# RECORDS SUPPLIED:
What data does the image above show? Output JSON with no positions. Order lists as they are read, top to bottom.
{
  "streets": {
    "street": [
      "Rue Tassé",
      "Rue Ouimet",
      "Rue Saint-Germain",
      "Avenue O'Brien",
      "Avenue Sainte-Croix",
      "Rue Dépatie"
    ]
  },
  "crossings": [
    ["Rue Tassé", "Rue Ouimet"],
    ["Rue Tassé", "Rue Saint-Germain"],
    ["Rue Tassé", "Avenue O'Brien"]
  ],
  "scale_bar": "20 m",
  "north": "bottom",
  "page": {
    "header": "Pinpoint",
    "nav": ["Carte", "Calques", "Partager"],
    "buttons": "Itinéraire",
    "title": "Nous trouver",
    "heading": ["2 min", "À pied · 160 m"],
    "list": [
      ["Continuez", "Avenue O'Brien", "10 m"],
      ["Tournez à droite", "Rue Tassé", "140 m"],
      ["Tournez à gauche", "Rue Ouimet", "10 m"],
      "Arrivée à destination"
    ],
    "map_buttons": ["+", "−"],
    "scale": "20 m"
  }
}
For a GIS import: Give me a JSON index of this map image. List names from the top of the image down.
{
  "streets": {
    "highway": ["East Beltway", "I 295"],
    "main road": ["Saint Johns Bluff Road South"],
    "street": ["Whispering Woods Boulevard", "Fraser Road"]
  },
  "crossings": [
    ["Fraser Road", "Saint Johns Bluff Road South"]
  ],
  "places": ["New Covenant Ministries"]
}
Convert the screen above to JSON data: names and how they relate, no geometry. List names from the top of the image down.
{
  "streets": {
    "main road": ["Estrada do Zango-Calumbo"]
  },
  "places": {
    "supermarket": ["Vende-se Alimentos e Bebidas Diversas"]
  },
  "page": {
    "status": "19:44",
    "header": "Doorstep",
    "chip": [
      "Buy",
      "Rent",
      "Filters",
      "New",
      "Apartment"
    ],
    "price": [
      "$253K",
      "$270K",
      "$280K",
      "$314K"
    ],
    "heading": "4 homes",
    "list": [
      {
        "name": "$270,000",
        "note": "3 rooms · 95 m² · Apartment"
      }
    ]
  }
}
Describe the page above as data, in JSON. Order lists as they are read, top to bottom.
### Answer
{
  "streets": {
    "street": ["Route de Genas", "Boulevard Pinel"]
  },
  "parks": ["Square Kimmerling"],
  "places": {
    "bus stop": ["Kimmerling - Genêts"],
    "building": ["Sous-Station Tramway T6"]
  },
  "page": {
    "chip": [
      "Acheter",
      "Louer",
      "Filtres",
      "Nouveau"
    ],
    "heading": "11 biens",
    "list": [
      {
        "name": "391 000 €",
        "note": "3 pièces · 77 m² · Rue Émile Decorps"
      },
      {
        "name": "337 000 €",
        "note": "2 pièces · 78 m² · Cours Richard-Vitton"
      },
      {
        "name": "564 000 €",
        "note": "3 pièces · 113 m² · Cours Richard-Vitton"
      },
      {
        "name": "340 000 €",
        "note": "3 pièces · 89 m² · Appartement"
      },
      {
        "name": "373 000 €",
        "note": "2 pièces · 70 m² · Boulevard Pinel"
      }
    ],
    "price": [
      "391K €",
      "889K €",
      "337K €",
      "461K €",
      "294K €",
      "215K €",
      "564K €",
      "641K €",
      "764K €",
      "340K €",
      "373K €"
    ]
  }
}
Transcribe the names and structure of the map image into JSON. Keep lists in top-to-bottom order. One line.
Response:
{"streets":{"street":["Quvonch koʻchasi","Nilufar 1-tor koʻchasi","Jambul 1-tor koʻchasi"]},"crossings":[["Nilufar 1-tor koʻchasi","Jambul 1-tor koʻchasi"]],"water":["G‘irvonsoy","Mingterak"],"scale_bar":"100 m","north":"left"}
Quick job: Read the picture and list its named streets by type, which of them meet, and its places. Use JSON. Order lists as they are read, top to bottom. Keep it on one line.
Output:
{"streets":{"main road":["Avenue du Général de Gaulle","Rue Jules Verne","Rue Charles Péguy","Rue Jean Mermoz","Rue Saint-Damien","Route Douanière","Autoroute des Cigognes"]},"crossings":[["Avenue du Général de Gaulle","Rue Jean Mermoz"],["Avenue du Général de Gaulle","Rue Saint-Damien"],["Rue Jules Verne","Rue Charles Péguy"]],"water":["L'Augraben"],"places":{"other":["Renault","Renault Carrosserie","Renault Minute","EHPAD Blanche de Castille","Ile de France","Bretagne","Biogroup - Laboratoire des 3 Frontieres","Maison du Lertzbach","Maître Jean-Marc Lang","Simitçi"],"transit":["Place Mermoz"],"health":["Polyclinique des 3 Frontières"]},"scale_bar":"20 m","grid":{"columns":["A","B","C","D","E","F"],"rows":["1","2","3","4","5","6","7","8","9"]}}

# TASK PROMPT:
Every line of the data must be reproduced exactly.

# ANSWER TO THIS PROBLEM:
What data does the image above show? Output JSON with no positions. Order lists as they are read, top to bottom.
{
  "streets": {
    "street": [
      "Rue Tassé",
      "Rue Ouimet",
      "Rue Saint-Germain",
      "Avenue O'Brien",
      "Avenue Sainte-Croix",
      "Rue Dépatie"
    ]
  },
  "crossings": [
    ["Rue Tassé", "Rue Ouimet"],
    ["Rue Tassé", "Rue Saint-Germain"],
    ["Rue Tassé", "Avenue O'Brien"]
  ],
  "scale_bar": "20 m",
  "north": "bottom",
  "page": {
    "header": "Pinpoint",
    "nav": ["Carte", "Calques", "Partager"],
    "buttons": "Itinéraire",
    "title": "Nous trouver",
    "heading": ["2 min", "À pied · 160 m"],
    "list": [
      ["Continuez", "Avenue O'Brien", "10 m"],
      ["Tournez à droite", "Rue Tassé", "140 m"],
      ["Tournez à gauche", "Rue Ouimet", "10 m"],
      "Arrivée à destination"
    ],
    "map_buttons": ["+", "−"],
    "scale": "20 m"
  }
}
For a GIS import: Give me a JSON index of this map image. List names from the top of the image down.
{
  "streets": {
    "highway": ["East Beltway", "I 295"],
    "main road": ["Saint Johns Bluff Road South"],
    "street": ["Whispering Woods Boulevard", "Fraser Road"]
  },
  "crossings": [
    ["Fraser Road", "Saint Johns Bluff Road South"]
  ],
  "places": ["New Covenant Ministries"]
}
Convert the screen above to JSON data: names and how they relate, no geometry. List names from the top of the image down.
{
  "streets": {
    "main road": ["Estrada do Zango-Calumbo"]
  },
  "places": {
    "supermarket": ["Vende-se Alimentos e Bebidas Diversas"]
  },
  "page": {
    "status": "19:44",
    "header": "Doorstep",
    "chip": [
      "Buy",
      "Rent",
      "Filters",
      "New",
      "Apartment"
    ],
    "price": [
      "$253K",
      "$270K",
      "$280K",
      "$314K"
    ],
    "heading": "4 homes",
    "list": [
      {
        "name": "$270,000",
        "note": "3 rooms · 95 m² · Apartment"
      }
    ]
  }
}
Describe the page above as data, in JSON. Order lists as they are read, top to bottom.
### Answer
{
  "streets": {
    "street": ["Route de Genas", "Boulevard Pinel"]
  },
  "parks": ["Square Kimmerling"],
  "places": {
    "bus stop": ["Kimmerling - Genêts"],
    "building": ["Sous-Station Tramway T6"]
  },
  "page": {
    "chip": [
      "Acheter",
      "Louer",
      "Filtres",
      "Nouveau"
    ],
    "heading": "11 biens",
    "list": [
      {
        "name": "391 000 €",
        "note": "3 pièces · 77 m² · Rue Émile Decorps"
      },
      {
        "name": "337 000 €",
        "note": "2 pièces · 78 m² · Cours Richard-Vitton"
      },
      {
        "name": "564 000 €",
        "note": "3 pièces · 113 m² · Cours Richard-Vitton"
      },
      {
        "name": "340 000 €",
        "note": "3 pièces · 89 m² · Appartement"
      },
      {
        "name": "373 000 €",
        "note": "2 pièces · 70 m² · Boulevard Pinel"
      }
    ],
    "price": [
      "391K €",
      "889K €",
      "337K €",
      "461K €",
      "294K €",
      "215K €",
      "564K €",
      "641K €",
      "764K €",
      "340K €",
      "373K €"
    ]
  }
}
Transcribe the names and structure of the map image into JSON. Keep lists in top-to-bottom order. One line.
Response:
{"streets":{"street":["Quvonch koʻchasi","Nilufar 1-tor koʻchasi","Jambul 1-tor koʻchasi"]},"crossings":[["Nilufar 1-tor koʻchasi","Jambul 1-tor koʻchasi"]],"water":["G‘irvonsoy","Mingterak"],"scale_bar":"100 m","north":"left"}
Quick job: Read the picture and list its named streets by type, which of them meet, and its places. Use JSON. Order lists as they are read, top to bottom. Keep it on one line.
Output:
{"streets":{"main road":["Avenue du Général de Gaulle","Rue Jules Verne","Rue Charles Péguy","Rue Jean Mermoz","Rue Saint-Damien","Route Douanière","Autoroute des Cigognes"]},"crossings":[["Avenue du Général de Gaulle","Rue Jean Mermoz"],["Avenue du Général de Gaulle","Rue Saint-Damien"],["Rue Jules Verne","Rue Charles Péguy"]],"water":["L'Augraben"],"places":{"other":["Renault","Renault Carrosserie","Renault Minute","EHPAD Blanche de Castille","Ile de France","Bretagne","Biogroup - Laboratoire des 3 Frontieres","Maison du Lertzbach","Maître Jean-Marc Lang","Simitçi"],"transit":["Place Mermoz"],"health":["Polyclinique des 3 Frontières"]},"scale_bar":"20 m","grid":{"columns":["A","B","C","D","E","F"],"rows":["1","2","3","4","5","6","7","8","9"]}}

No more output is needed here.